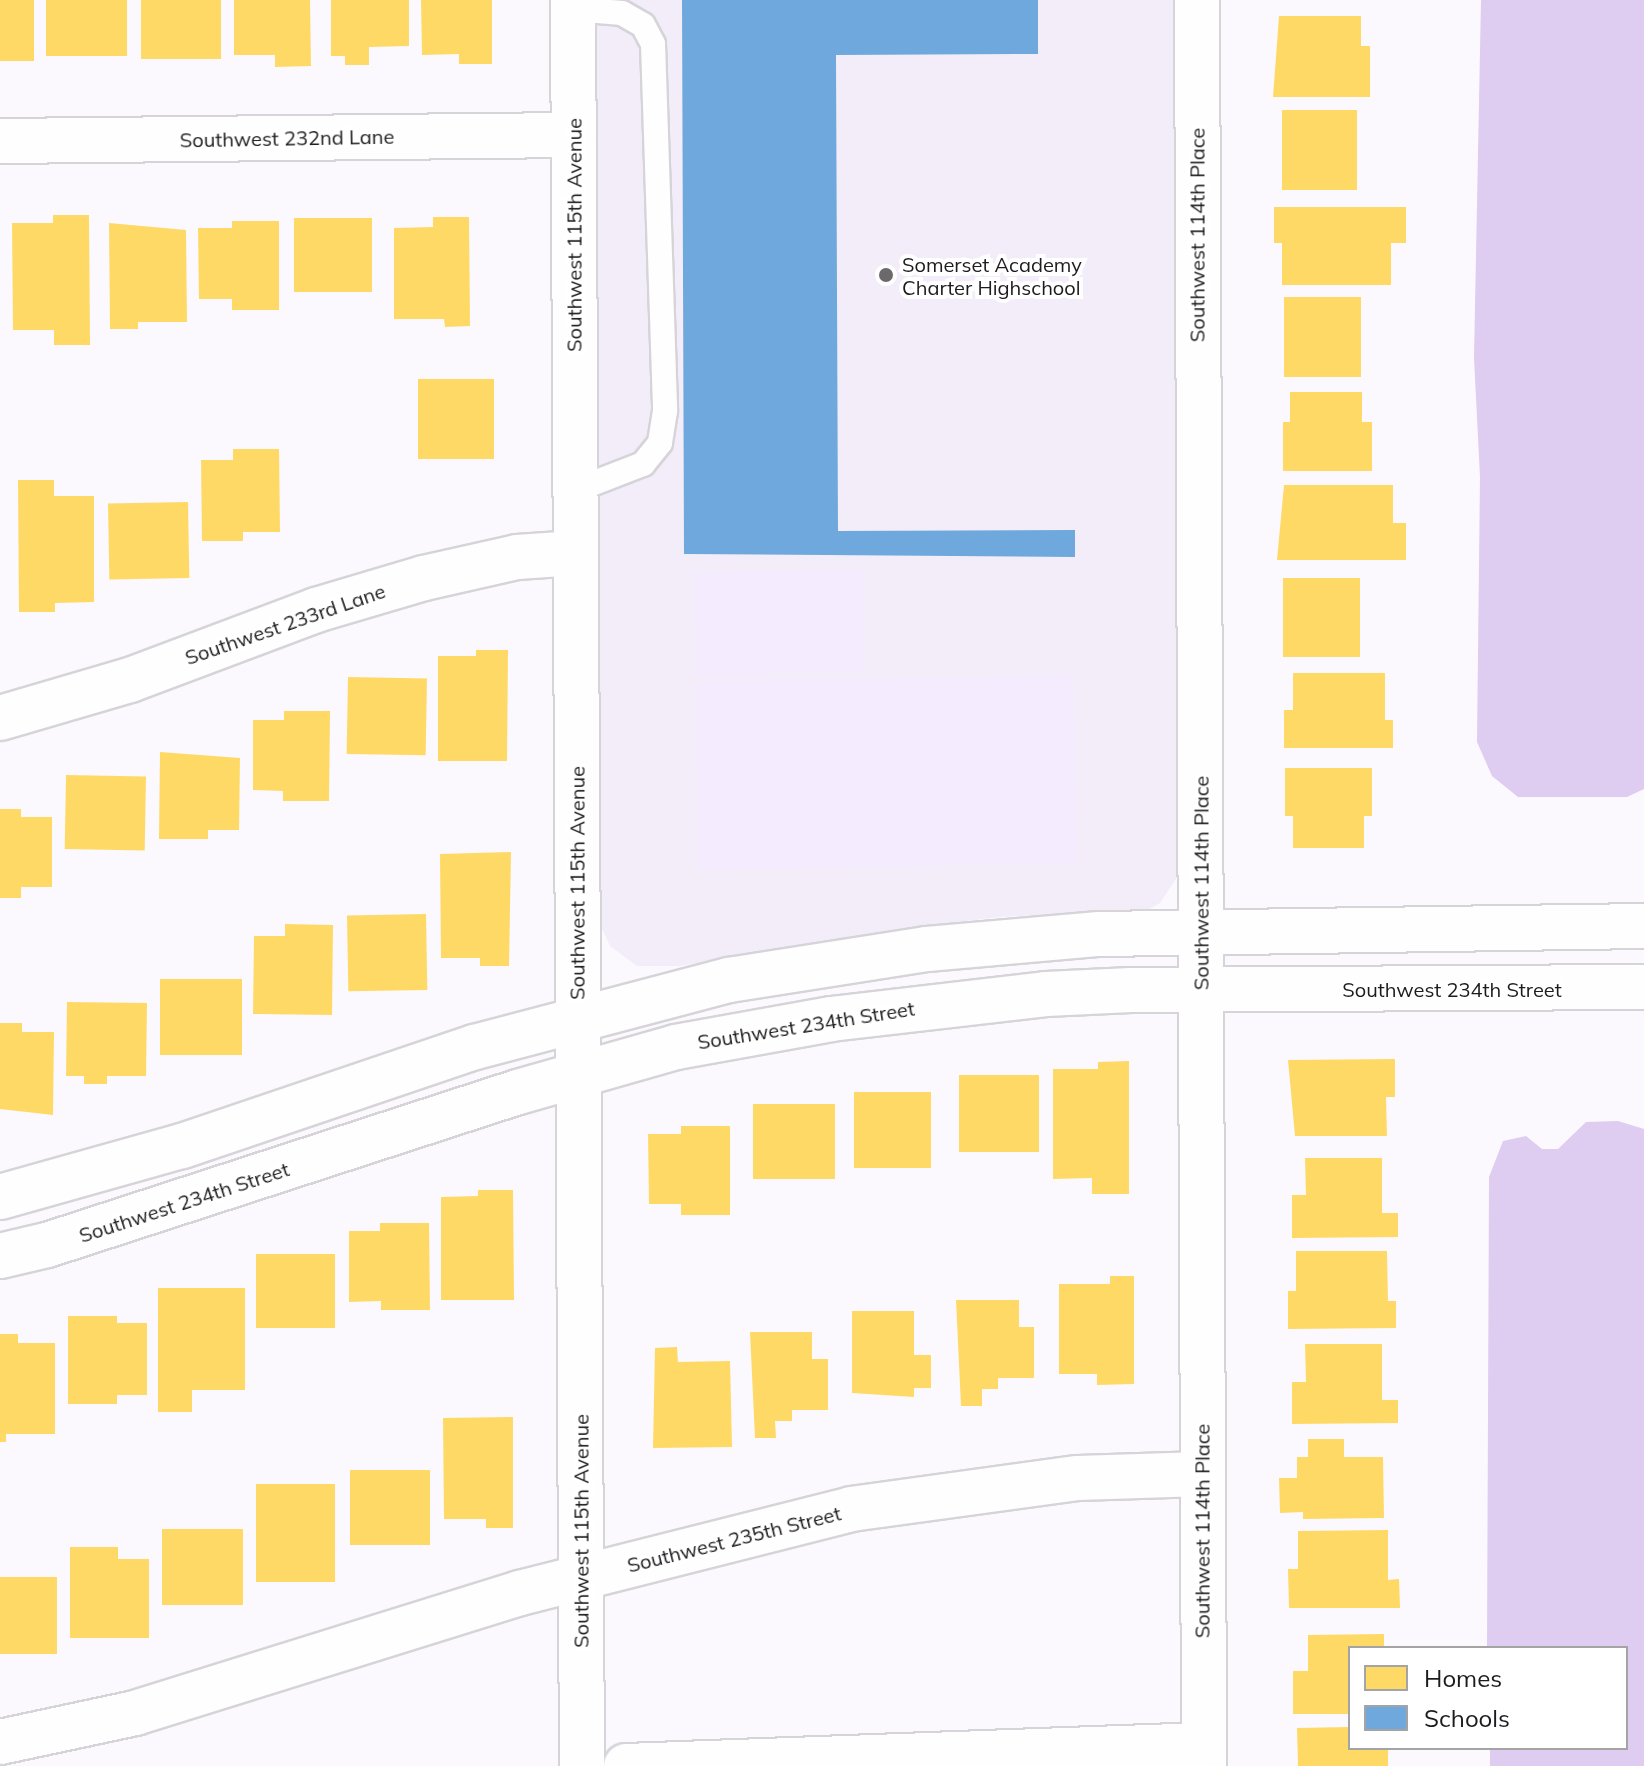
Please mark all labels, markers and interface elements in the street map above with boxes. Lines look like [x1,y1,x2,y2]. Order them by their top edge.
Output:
street label: Southwest 115th Avenue [562,118,586,352]
street label: Southwest 232nd Lane [179,124,395,152]
street label: Southwest 114th Place [1185,128,1209,342]
place label: Somerset Academy Charter Highschool [902,252,1082,299]
marker: Somerset Academy Charter Highschool [877,266,895,284]
street label: Southwest 233rd Lane [182,578,388,670]
street label: Southwest 115th Avenue [565,766,589,1000]
street label: Southwest 114th Place [1189,776,1213,990]
street label: Southwest 234th Street [1342,977,1562,1001]
street label: Southwest 234th Street [696,996,916,1054]
street label: Southwest 234th Street [76,1157,292,1247]
street label: Southwest 115th Avenue [569,1414,593,1648]
street label: Southwest 114th Place [1190,1424,1214,1638]
street label: Southwest 235th Street [625,1501,843,1577]
legend [1348,1646,1628,1750]
text: Homes [1424,1663,1502,1693]
text: Schools [1424,1703,1510,1733]

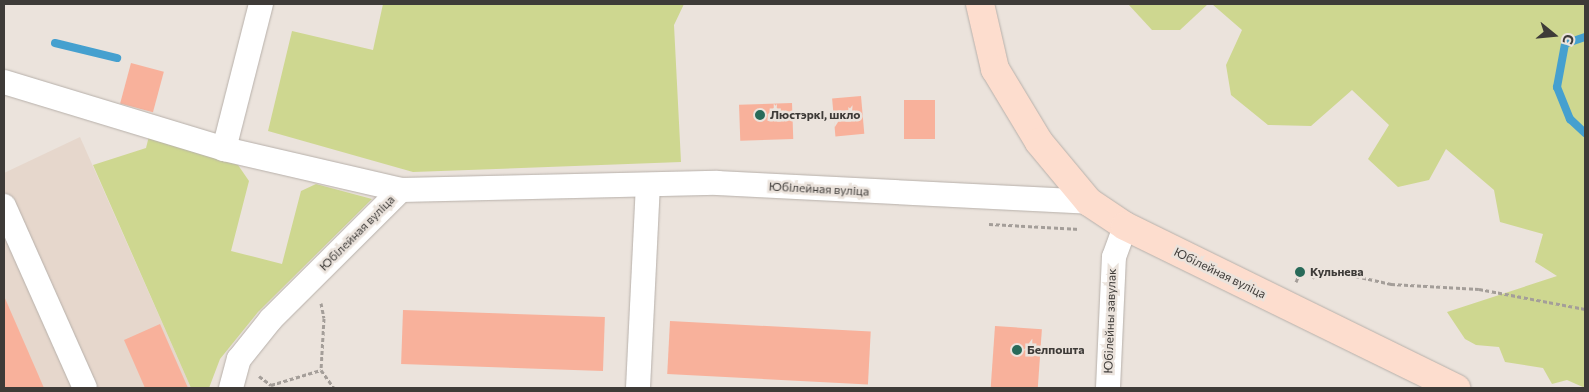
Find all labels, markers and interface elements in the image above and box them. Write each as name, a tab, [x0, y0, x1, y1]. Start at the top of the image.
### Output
north arrow	[1529, 10, 1579, 60]
text: С	[1559, 32, 1578, 47]
place label: Люстэркі, шкло	[770, 108, 861, 122]
marker: Люстэркі, шкло	[754, 109, 766, 121]
street label: Юбілейная вуліца	[768, 179, 870, 199]
street label: Юбілейная вуліца	[316, 192, 398, 274]
street label: Юбілейная вуліца	[1172, 244, 1268, 302]
place label: Кульнева	[1310, 265, 1364, 279]
marker: Кульнева	[1294, 266, 1306, 278]
street label: Юбілейны завулак	[1101, 268, 1119, 374]
place label: Белпошта	[1027, 343, 1085, 357]
marker: Белпошта	[1011, 344, 1023, 356]

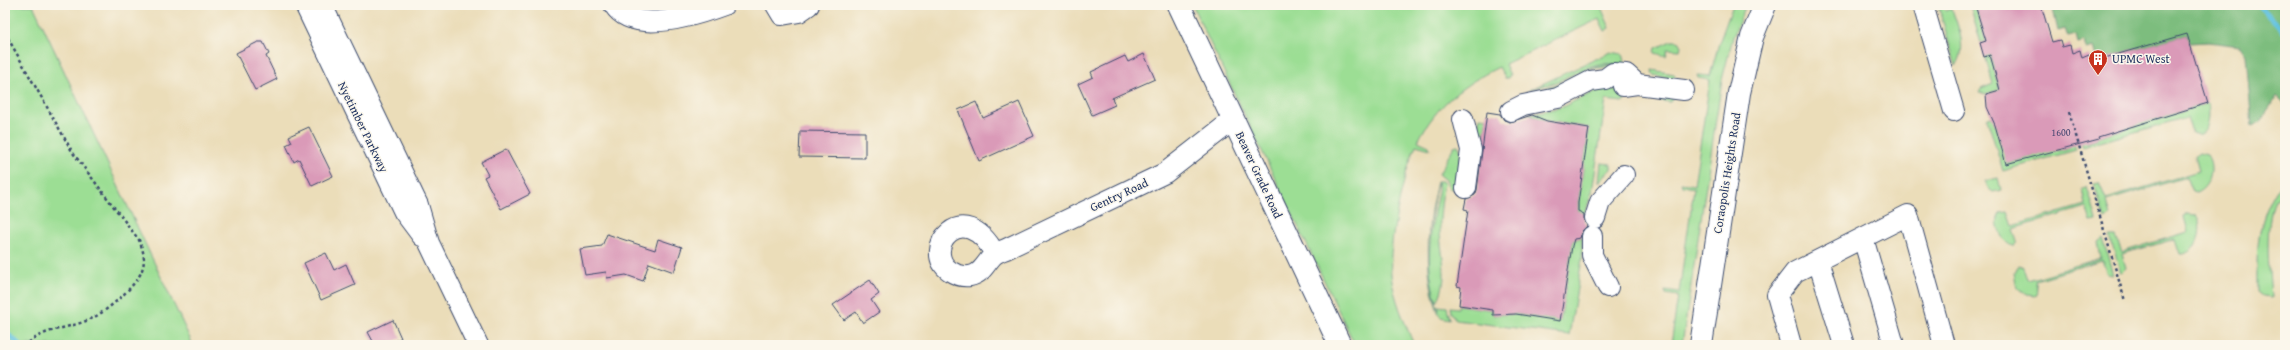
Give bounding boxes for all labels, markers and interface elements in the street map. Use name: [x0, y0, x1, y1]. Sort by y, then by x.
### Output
building icon: UPMC West: [2087, 48, 2109, 76]
place label: UPMC West: [2112, 50, 2170, 67]
street label: Nyetimber Parkway: [334, 78, 393, 175]
street label: Coraopolis Heights Road: [1709, 111, 1745, 235]
house number: 1600: [2051, 125, 2071, 140]
street label: Beaver Grade Road: [1232, 129, 1287, 222]
street label: Gentry Road: [1087, 173, 1151, 215]

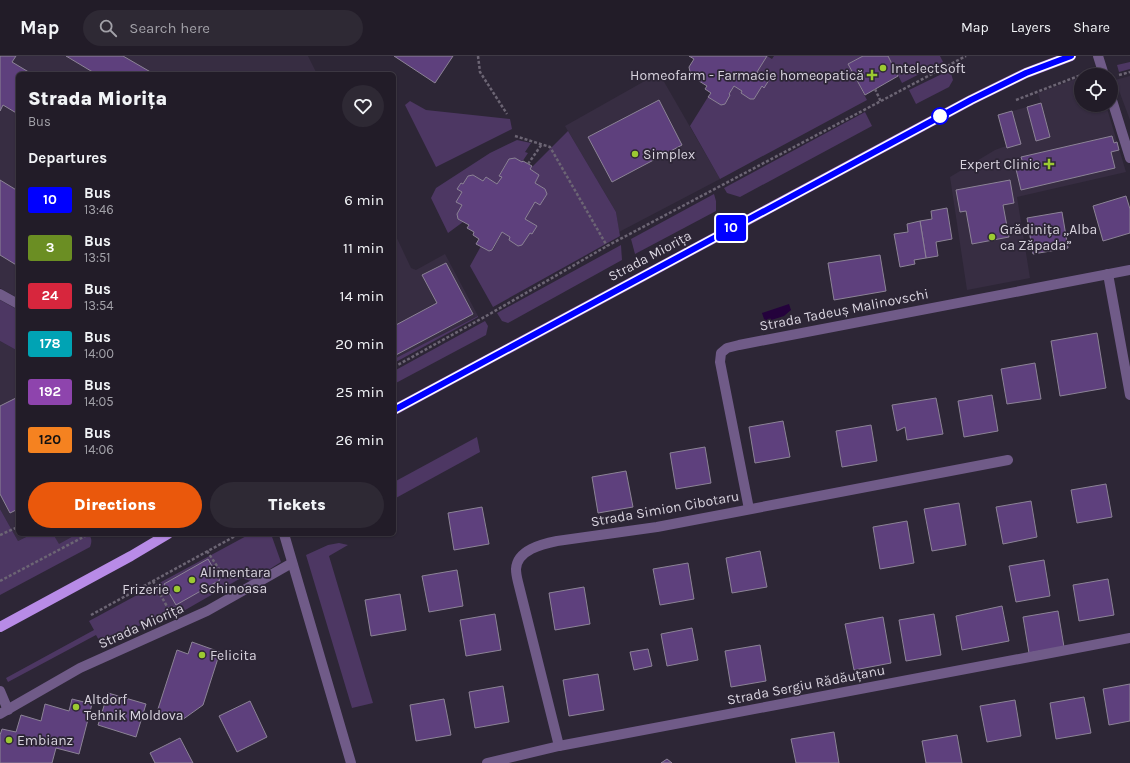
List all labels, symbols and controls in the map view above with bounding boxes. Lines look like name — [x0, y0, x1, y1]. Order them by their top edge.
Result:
search box — [83, 10, 363, 46]
text: Map — [20, 17, 59, 39]
icon: search — [97, 17, 119, 39]
text: Search here — [129, 19, 210, 37]
text: Map — [961, 19, 989, 36]
text: Layers — [1011, 19, 1051, 36]
text: Share — [1073, 19, 1110, 36]
place label: IntelectSoft — [891, 60, 966, 77]
marker: IntelectSoft — [878, 63, 888, 73]
place label: Homeofarm - Farmacie homeopatică — [630, 67, 864, 84]
map controls — [1074, 68, 1118, 112]
button: locate — [1074, 68, 1118, 112]
marker: Homeofarm - Farmacie homeopatică — [867, 70, 877, 80]
button: heart — [342, 85, 384, 127]
text: Strada Miorița — [28, 88, 167, 110]
unlabelled marker — [931, 107, 949, 125]
text: Bus — [28, 114, 51, 129]
place label: Simplex — [643, 146, 695, 163]
text: Departures — [28, 149, 107, 167]
marker: Simplex — [630, 149, 640, 159]
place label: Expert Clinic — [959, 156, 1040, 173]
marker: Expert Clinic — [1043, 158, 1055, 170]
text: Bus — [84, 184, 111, 202]
text: 10 — [43, 191, 57, 208]
text: 6 min — [344, 191, 384, 209]
text: 13:46 — [84, 202, 114, 217]
line badge: 10 — [713, 215, 749, 241]
text: 10 — [724, 219, 738, 236]
place label: Grădinița „Alba ca Zăpada” — [1000, 221, 1097, 254]
street label: Strada Miorița — [606, 227, 694, 285]
text: Bus — [84, 232, 111, 250]
marker: Grădinița „Alba ca Zăpada” — [987, 232, 997, 242]
text: 3 — [46, 239, 54, 256]
text: 11 min — [343, 239, 384, 257]
text: 13:51 — [84, 250, 111, 265]
text: Bus — [84, 280, 111, 298]
street label: Strada Tadeuș Malinovschi — [758, 285, 930, 335]
text: 24 — [42, 287, 58, 304]
text: 14 min — [340, 287, 384, 305]
text: 13:54 — [84, 298, 114, 313]
text: Bus — [84, 328, 111, 346]
text: 178 — [39, 335, 61, 352]
text: 20 min — [335, 335, 384, 353]
text: 14:00 — [84, 346, 114, 361]
text: Bus — [84, 376, 111, 394]
text: 192 — [39, 383, 61, 400]
text: 25 min — [336, 383, 384, 401]
text: 14:05 — [84, 394, 114, 409]
text: Bus — [84, 424, 111, 442]
text: 120 — [39, 431, 61, 448]
text: 26 min — [336, 431, 384, 449]
text: 14:06 — [84, 442, 114, 457]
button: Directions — [28, 482, 202, 528]
button: Tickets — [210, 482, 384, 528]
street label: Strada Simion Cibotaru — [589, 488, 741, 530]
place label: Alimentara Schinoasa — [200, 564, 271, 597]
marker: Alimentara Schinoasa — [187, 575, 197, 585]
place label: Frizerie — [122, 581, 169, 598]
marker: Frizerie — [172, 584, 182, 594]
street label: Strada Miorița — [96, 600, 186, 652]
place label: Felicita — [210, 647, 257, 664]
marker: Felicita — [197, 650, 207, 660]
street label: Strada Sergiu Rădăuțanu — [725, 661, 887, 709]
place label: Altdorf Tehnik Moldova — [84, 691, 184, 724]
marker: Altdorf Tehnik Moldova — [71, 702, 81, 712]
place label: Embianz — [17, 732, 73, 749]
marker: Embianz — [4, 735, 14, 745]

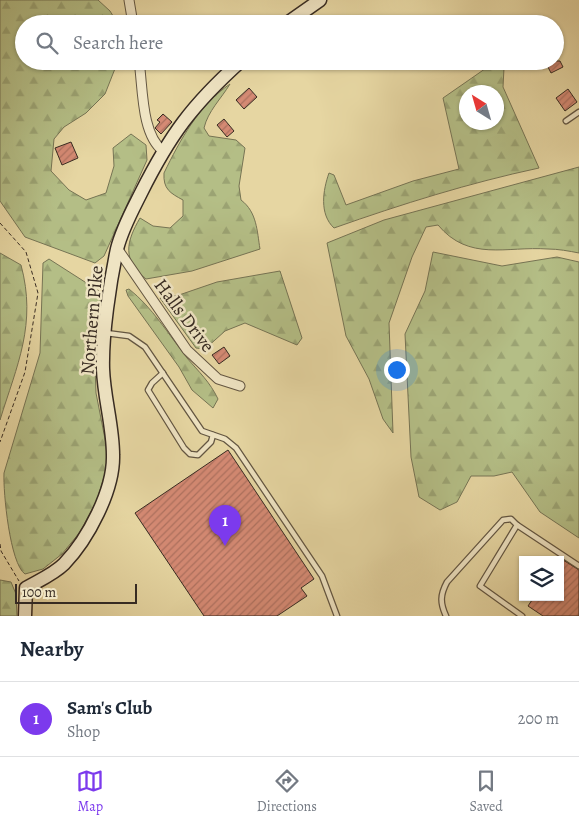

§ Task to complete
A bare number should be your reply: how many lines in the entries above include the word "Strada".

§ Expected output
6